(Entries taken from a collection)
○ ○ ○

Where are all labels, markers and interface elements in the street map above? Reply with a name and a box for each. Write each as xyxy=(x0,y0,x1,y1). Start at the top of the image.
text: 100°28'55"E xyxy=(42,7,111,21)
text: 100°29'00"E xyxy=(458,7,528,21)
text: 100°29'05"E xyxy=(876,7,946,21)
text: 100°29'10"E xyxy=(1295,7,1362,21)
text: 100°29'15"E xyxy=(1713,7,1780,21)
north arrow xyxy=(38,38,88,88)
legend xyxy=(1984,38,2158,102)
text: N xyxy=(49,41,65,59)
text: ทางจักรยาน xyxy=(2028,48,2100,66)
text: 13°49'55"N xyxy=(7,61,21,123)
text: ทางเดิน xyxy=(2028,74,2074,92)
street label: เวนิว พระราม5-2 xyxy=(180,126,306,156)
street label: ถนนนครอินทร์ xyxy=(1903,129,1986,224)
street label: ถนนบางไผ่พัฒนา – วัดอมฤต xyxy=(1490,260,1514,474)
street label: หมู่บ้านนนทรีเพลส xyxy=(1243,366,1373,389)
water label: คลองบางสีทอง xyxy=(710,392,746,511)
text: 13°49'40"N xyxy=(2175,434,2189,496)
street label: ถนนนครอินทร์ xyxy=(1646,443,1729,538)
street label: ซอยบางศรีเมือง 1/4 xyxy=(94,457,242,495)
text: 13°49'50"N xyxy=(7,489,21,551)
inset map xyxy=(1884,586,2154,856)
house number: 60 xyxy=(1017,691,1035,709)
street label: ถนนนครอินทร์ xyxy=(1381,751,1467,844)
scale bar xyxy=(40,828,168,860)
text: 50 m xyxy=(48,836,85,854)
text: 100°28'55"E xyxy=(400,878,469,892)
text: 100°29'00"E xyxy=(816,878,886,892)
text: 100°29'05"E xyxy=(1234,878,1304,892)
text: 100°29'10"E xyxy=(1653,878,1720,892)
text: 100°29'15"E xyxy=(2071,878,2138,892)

○ ○ ○

TASK TO CARRY OUT
Restate the data above in full, word for word.

ANSWER TO THIS PROBLEM
Where are all labels, markers and interface elements in the street map above? Reply with a name and a box for each. Write each as xyxy=(x0,y0,x1,y1). Start at the top of the image.
text: 100°28'55"E xyxy=(42,7,111,21)
text: 100°29'00"E xyxy=(458,7,528,21)
text: 100°29'05"E xyxy=(876,7,946,21)
text: 100°29'10"E xyxy=(1295,7,1362,21)
text: 100°29'15"E xyxy=(1713,7,1780,21)
north arrow xyxy=(38,38,88,88)
legend xyxy=(1984,38,2158,102)
text: N xyxy=(49,41,65,59)
text: ทางจักรยาน xyxy=(2028,48,2100,66)
text: 13°49'55"N xyxy=(7,61,21,123)
text: ทางเดิน xyxy=(2028,74,2074,92)
street label: เวนิว พระราม5-2 xyxy=(180,126,306,156)
street label: ถนนนครอินทร์ xyxy=(1903,129,1986,224)
street label: ถนนบางไผ่พัฒนา – วัดอมฤต xyxy=(1490,260,1514,474)
street label: หมู่บ้านนนทรีเพลส xyxy=(1243,366,1373,389)
water label: คลองบางสีทอง xyxy=(710,392,746,511)
text: 13°49'40"N xyxy=(2175,434,2189,496)
street label: ถนนนครอินทร์ xyxy=(1646,443,1729,538)
street label: ซอยบางศรีเมือง 1/4 xyxy=(94,457,242,495)
text: 13°49'50"N xyxy=(7,489,21,551)
inset map xyxy=(1884,586,2154,856)
house number: 60 xyxy=(1017,691,1035,709)
street label: ถนนนครอินทร์ xyxy=(1381,751,1467,844)
scale bar xyxy=(40,828,168,860)
text: 50 m xyxy=(48,836,85,854)
text: 100°28'55"E xyxy=(400,878,469,892)
text: 100°29'00"E xyxy=(816,878,886,892)
text: 100°29'05"E xyxy=(1234,878,1304,892)
text: 100°29'10"E xyxy=(1653,878,1720,892)
text: 100°29'15"E xyxy=(2071,878,2138,892)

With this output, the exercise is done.